The original concentrations of microorganisms in the manure from concentrate-fed ducks were much higher than in the manure of buffalo fed a poor quality diet but phytoplankton densities were also far higher in duck manure-fed ponds.
Whilst the levels of micro-organism in manure or pond water are important in understanding risks to the producer, the level of pathogens contained in the fish at harvest is of key importance in determining risk to those preparing and consuming the fish. Levels of microorganisms found in the digestive tract of fish are much higher than in the water illustrating a likely route to infection is via contamination of hands and surfaces during preparation and cooking of fish. Buras (1990) developed the concept of threshold concentration, defined as the total number of bacteria in the fish from inspection of blood, kidney, liver, spleen, bile and digestive tract that causes appearance in the muscle. This was developed after exposing various species of fish to different levels of microorganism in the water and then determining the levels present in various parts of the fish. Above a critical level, the immune system of the fish cannot cope with bacteria levels in the water, leading to their presence in various organs and, finally, muscle. Buras (1990) found that aggregate levels of total bacteria present of between 1.0-2.0 x 104 (Standard Plate Count, SPC) to be the threshold concentration for common carp. The concentration of bacteria in water that is required to reach these threshold values (critical concentration) varies between 1.0 and 5.0 x 104/ml, which would require loadings far in excess of that required for optimal fish growth.

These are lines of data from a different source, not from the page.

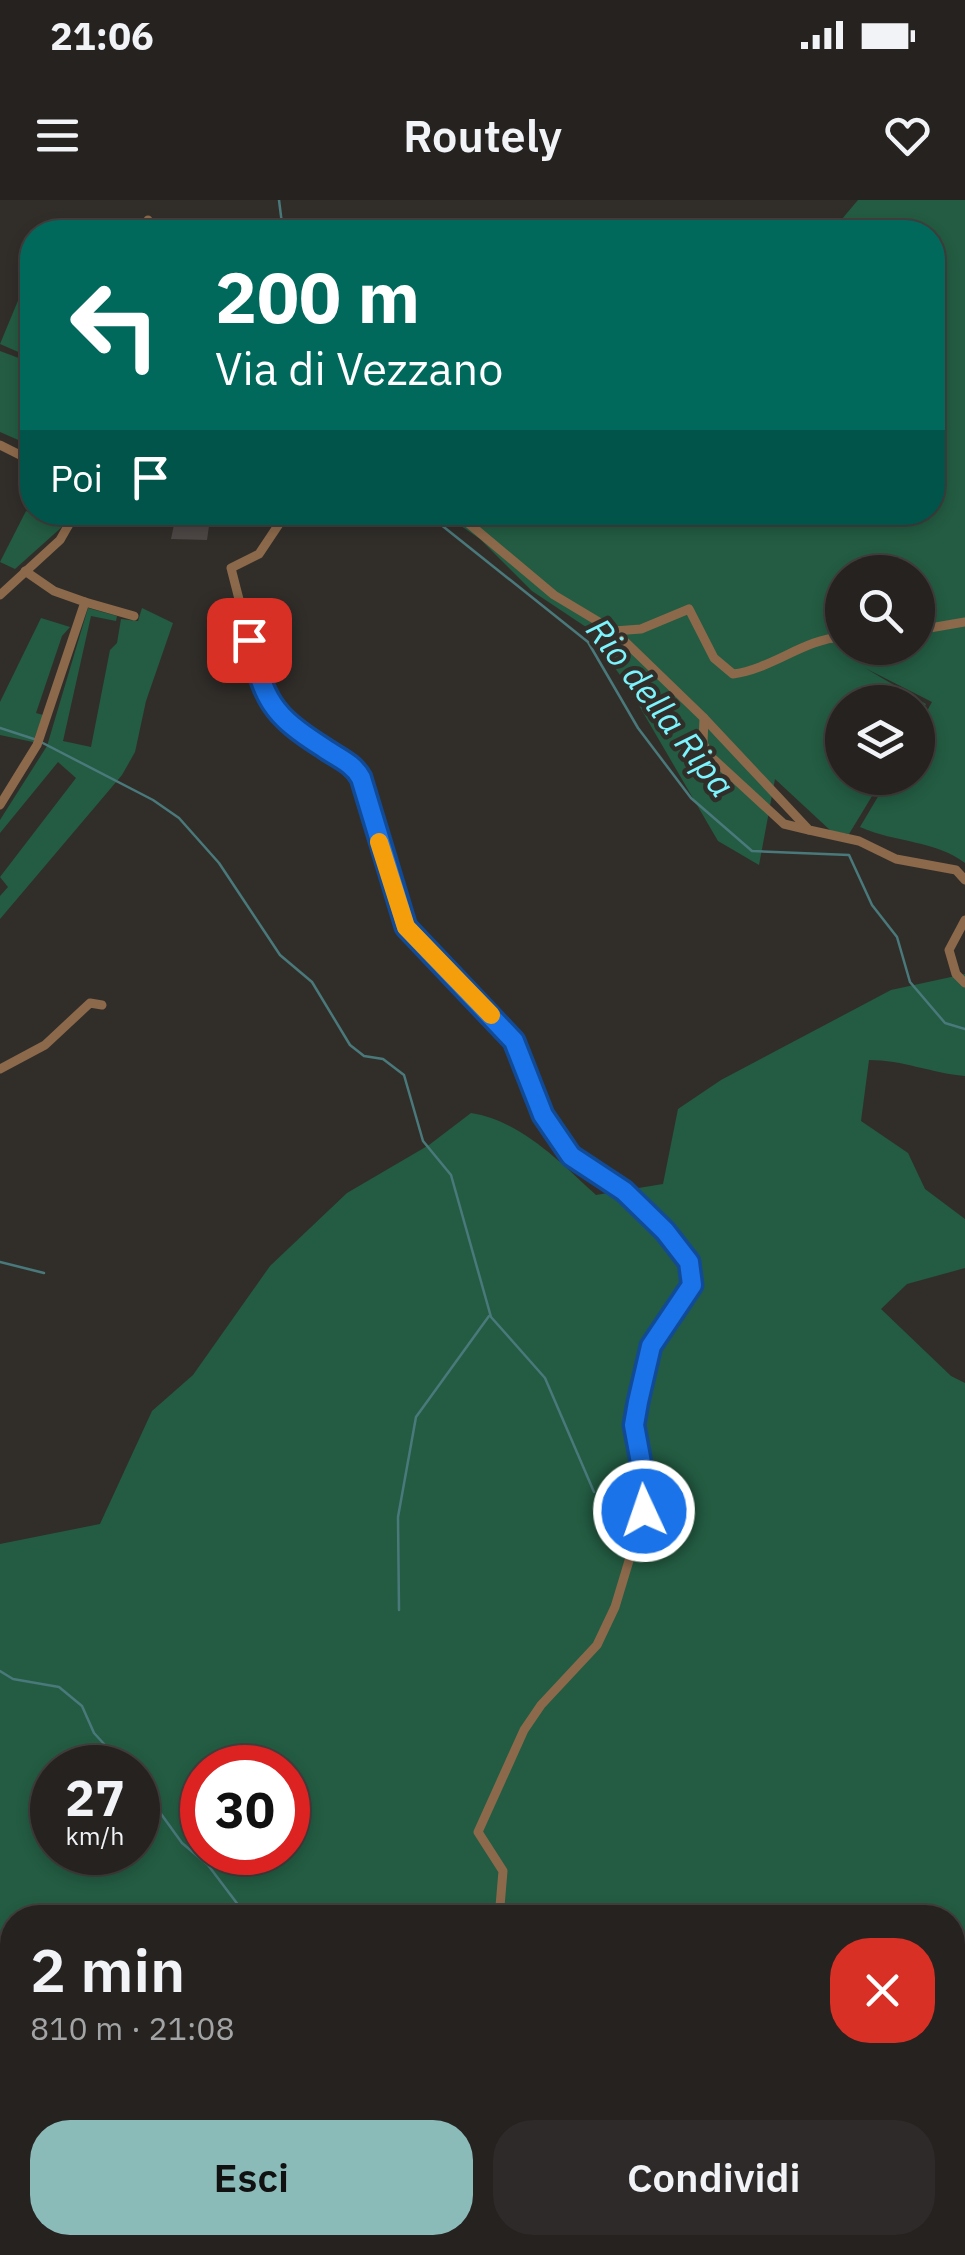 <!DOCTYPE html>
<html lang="it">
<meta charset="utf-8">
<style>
body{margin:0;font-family:"IBM Plex Sans",sans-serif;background:#2d2a29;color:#f1f3f6;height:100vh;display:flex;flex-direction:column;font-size:38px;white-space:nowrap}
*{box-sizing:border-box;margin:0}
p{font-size:32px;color:#a3a4a5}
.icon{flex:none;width:55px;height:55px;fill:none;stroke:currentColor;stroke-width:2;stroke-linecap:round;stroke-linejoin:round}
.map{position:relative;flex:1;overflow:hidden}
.drawer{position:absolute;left:0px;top:1705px;width:965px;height:350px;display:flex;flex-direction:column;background:#252220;border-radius:40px 40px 0 0;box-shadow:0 5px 15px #0003,0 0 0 2px #423f3e}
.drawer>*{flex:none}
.hud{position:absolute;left:20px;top:20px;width:925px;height:305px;border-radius:40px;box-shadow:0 5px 15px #0003,0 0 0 2px #423f3e;background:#00695c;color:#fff;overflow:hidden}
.fabs{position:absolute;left:825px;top:355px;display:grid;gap:20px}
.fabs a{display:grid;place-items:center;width:110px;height:110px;border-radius:50%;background:#252220;box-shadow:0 5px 15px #0003,0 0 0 2px #423f3e;font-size:50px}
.speed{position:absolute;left:30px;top:1545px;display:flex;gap:20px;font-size:50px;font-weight:700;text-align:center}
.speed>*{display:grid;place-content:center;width:130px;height:130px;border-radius:50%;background:#252220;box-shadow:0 5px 15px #0003,0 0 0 2px #423f3e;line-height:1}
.speed small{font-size:25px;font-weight:400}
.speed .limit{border:15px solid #d22;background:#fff;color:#111}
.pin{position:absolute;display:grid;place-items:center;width:85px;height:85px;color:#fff;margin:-42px;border-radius:20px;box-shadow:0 5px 15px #0006}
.me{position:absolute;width:110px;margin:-55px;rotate:357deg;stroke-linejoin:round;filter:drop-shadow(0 0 8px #0008)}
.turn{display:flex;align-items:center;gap:35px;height:210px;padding:0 30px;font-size:45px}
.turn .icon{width:130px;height:130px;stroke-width:2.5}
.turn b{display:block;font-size:70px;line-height:85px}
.then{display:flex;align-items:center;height:95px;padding:0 30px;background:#0003;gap:20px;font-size:38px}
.round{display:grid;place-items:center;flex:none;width:105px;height:105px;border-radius:40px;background:#2d2a29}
.headline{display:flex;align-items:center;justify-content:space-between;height:170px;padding:0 30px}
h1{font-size:60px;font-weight:600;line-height:75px}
.button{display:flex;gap:20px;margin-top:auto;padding:20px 30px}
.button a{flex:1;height:115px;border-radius:40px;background:#8bbbb9;color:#111;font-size:40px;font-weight:600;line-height:115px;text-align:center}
.button a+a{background:#2d2a29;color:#f1f3f6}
.status{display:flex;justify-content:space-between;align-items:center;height:70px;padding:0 50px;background:#252220;direction:ltr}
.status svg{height:28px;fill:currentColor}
header{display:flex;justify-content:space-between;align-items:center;height:130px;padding:0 30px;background:#252220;font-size:45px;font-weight:600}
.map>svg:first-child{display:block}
.green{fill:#235c42;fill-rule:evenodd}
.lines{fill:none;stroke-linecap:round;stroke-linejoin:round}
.stream{stroke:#4a797b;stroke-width:2.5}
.building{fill:#4d4746}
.minor{stroke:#8c694b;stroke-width:9}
.route-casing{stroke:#114b97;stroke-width:25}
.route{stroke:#1a73e8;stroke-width:18}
.slow{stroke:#f59e0b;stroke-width:18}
.labels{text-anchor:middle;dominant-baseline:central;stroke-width:9;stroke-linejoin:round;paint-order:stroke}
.water-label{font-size:35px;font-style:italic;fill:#7cf4fd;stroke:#312e2a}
</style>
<div class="status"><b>21:06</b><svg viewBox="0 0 49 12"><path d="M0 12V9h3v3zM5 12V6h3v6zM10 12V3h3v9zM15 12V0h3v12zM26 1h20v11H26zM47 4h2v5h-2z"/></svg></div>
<header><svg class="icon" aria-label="menu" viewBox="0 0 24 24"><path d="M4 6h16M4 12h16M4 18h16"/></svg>Routely<svg class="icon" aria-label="heart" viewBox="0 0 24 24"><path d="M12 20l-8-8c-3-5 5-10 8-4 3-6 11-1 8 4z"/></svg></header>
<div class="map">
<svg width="965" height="2055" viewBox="0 0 965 2055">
<rect width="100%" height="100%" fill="#312e2a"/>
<g class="green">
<path d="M858 0H965V663C935 640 896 643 860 627L889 578H918V527L932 502 865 468 926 504 918 518V502H842V578H883L849 634 831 631 775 579 759 665 718 641 627 485 586 427 532 391 480 339 442 313 932 312V32H831ZM842 372H918V448H842Z"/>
<polygon points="32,67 32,158 0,144"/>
<polygon points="0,151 32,163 32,246 0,232"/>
<polygon points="26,311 63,326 15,369 0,362"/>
<polygon points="88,408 117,416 116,421 91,416 63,541 91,547 110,450 117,443 121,419 138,421 142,408 173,423 146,501 135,552 122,575 0,719 0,696 8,687 0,677 76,578 58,562 0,633 0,620 47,546"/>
<polygon points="41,418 70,427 62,436 36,513 43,515 33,542 0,535 0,502"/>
<path d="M965 774V876C931 873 903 860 869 860L861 921 908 953 925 989 965 1019V1068L907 1084 881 1109 951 1176 965 1183V2055H206L199 2043 952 2042V1718H12V2042L175 2043 163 2055H0V1344L100 1324 152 1211 193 1175 270 1066 347 993 429 945 471 913C521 921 560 962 596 995L663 984 678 909 721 880 891 790ZM52 1568H138V1652H52ZM202 1568H288V1652H202Z"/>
</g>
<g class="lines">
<g class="stream">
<polyline points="279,0 283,32"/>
<polyline points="425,312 588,442 638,528 691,598 752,651 849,655 872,705 897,737 910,782 945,823 965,829"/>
<polyline points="0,528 37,540 153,600 179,618 219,663 280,755 312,782 350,845 364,856 383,859 404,875 423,941 451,975 491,1117 545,1178 594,1292"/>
<polyline points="0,1062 44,1073"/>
<polyline points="399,1410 398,1317 416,1217 489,1116"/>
<polyline points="0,1471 13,1479 59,1487 82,1506 94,1533 126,1568"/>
<polyline points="138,1582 182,1643 208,1665 242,1710 259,1718"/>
<polyline points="365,2055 367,2042"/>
</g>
</g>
<polygon class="building" points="175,320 209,326 207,340 171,339"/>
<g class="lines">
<g class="minor">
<polyline points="143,32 148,20"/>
<polyline points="191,32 193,28 203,32"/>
<polyline points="0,245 32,261"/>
<polyline points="287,312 259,354 231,368 263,493 293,528 356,570 406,727 514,841 521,870 543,915 571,956 624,991 665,1031 689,1062 693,1075 687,1096 651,1146 638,1201 633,1225 642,1268 644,1311 615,1407 597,1445 541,1505 524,1530 478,1632 503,1671 499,1718"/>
<polyline points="455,312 554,395 614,431 704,518 809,630 859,641 896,659 956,670 965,680"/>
<polyline points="0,395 60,340 76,312"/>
<polyline points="85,402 134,416"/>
<polyline points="918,430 965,422"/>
<path d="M614 431 641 429 689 409 714 458 733 474C772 469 804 439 842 437"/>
<polyline points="704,518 703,543 709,555 784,624 809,630"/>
<polyline points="0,605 37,545 85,402 54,391 25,371"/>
<polyline points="965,720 949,750 956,774 965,783"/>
<polyline points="0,869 45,845 90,803 102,805"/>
<polyline points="481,2055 482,2042"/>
</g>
</g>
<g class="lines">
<defs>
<path id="route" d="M249 440C265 500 270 514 324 548 338 558 353 563 361 578L406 727 514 841 543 915 571 956 624 991 665 1031 689 1062 692 1085 651 1146 638 1202 634 1225 642 1268 644 1311"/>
</defs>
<use href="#route" class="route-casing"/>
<use href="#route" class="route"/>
<polyline class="slow" points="379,642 406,727 491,815"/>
</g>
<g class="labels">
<g class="water-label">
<text transform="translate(661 507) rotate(52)">Rio della Ripa</text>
</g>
</g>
</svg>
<div class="fabs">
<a><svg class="icon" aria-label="search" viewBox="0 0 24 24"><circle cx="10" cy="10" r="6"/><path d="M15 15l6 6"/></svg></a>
<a><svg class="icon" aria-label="layers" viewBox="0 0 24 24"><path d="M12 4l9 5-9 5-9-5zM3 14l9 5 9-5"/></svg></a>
</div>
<div class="speed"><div>27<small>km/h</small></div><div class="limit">30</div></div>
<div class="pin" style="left:249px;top:440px;background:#d93025"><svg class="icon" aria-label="arrive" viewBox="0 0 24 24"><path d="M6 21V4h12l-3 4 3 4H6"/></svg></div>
<svg class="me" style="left:644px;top:1311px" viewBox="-20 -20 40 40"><circle r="17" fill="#1a73e8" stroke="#fff" stroke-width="3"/><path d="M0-11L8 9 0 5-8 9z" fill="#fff"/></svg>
<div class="hud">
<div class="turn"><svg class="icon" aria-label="left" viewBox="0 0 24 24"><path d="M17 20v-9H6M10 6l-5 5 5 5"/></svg><div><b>200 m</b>Via di Vezzano</div></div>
<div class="then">Poi<svg class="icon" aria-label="arrive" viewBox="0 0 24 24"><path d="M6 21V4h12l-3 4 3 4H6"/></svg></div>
</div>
<section class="drawer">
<div class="headline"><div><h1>2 min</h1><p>810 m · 21:08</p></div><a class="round" style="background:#d93025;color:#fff"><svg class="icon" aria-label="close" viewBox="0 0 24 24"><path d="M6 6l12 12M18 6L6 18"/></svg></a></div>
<div class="button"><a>Esci</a><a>Condividi</a></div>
</section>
</div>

At loading rates of manure investigated in the AIT trials which maintained good water quality and led to optimal fish yields, the threshold concentrations were clearly not exceeded as the indicator micro-organisms were rarely found in organs and were never found in muscle. Salmonella are commonly found in surface waters in nature, with contamination from wild birds a likely source. However, conditions are such in waste-fed ponds that even heavier microbial loads from introduction of livestock manure are rapidly attenuated. Salmonella has also been found in shrimp pond sediment and shrimp throughout Southeast Asia however, and the cause attributed to the use of large amounts of fresh chicken manure and supplementary feeds (Reilly and Twiddy, 1992).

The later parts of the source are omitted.